Thursday, July 24, 2014

Growing Out, Growing Up

Sharing a kitchen table with a growing, carb-loving, teenaged boy and a man twice my size had its effect on me. Or maybe it was eating off those hefty, 100-square-inch plates we got with department-store gift cards. And leaving behind the community rec. center and the beautiful running trail by the river. At any rate, in the early days of my marriage I traded in old habits for new ones that did not suit my slighter frame and thereby gained 30 pounds in 18 months.

Got to the point I'd had enough of that. I found a doctor to confirm what I knew to be true, lecture me on health and nutrition, and threaten me with a prescription for statins. Yeah, high cholesterol. Went home that afternoon and signed up with a bossy, legalistic, calorie-counting web service to train me how to eat less and tell me how I was doing.

Looks like it did the trick. It's been nine months, and I've just about lost those 30 pounds. Might not be able to get into my wedding dress, but, well, no need to. And can wear most of the other clothes packed away after that first summer.

I may gain it all back, it's true. But now I think I know how to keep the pounds off and have the will to do it. That's a good feeling. I don't have total control of this situation but nor am I completely powerless; I have choices to make but can make them and live with the results.  
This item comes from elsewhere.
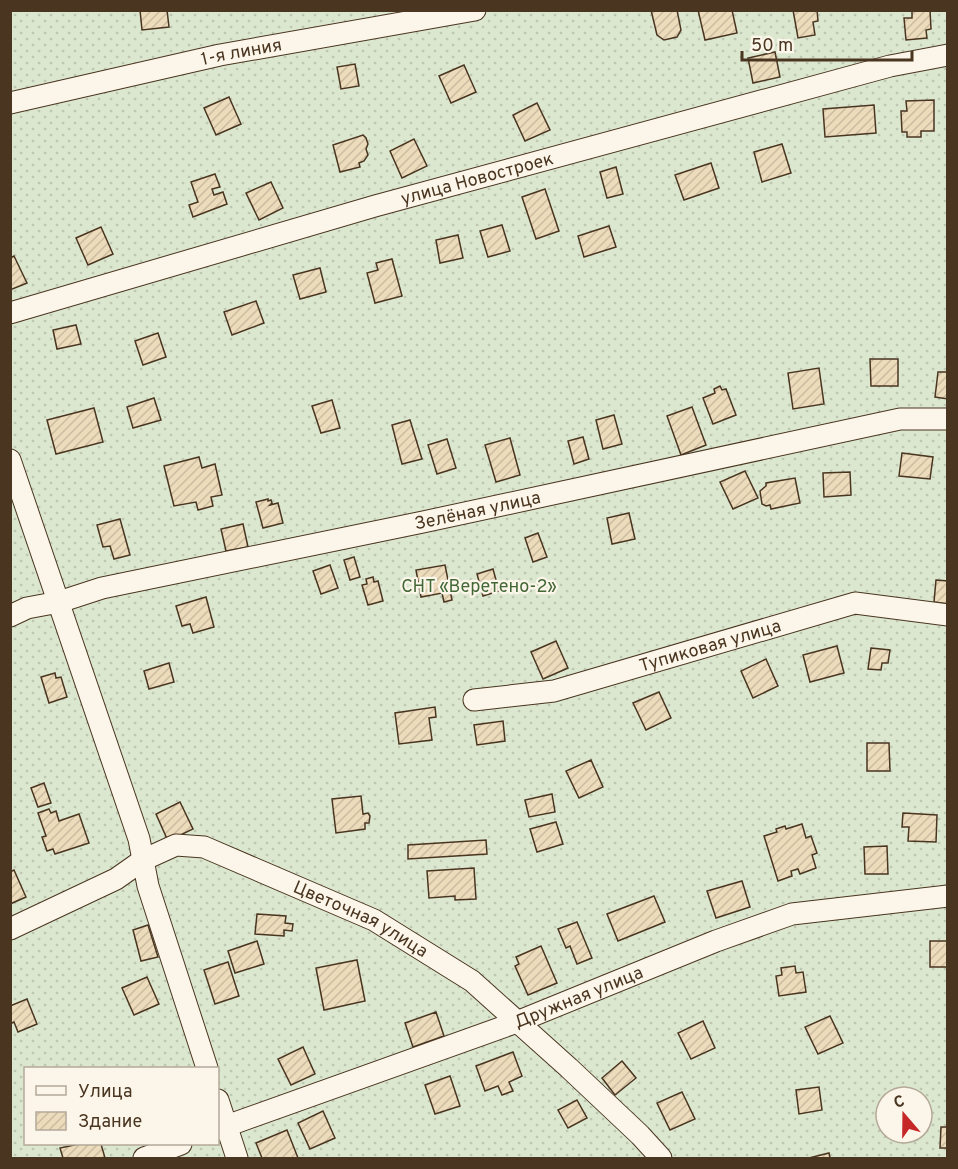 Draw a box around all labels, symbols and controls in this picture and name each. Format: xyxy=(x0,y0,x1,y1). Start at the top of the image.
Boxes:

People of any age can struggle with weight, I know. Yet in my mind the whole weight-watching thing is very much associated with middle-aged women. So this whole experience, along with all I've encountered as a step-in parent to a couple of almost-grown-up children, has helped me recognize and accept my new place in the human community. No longer a young person, but a member of the society of parents (and other grown-ups).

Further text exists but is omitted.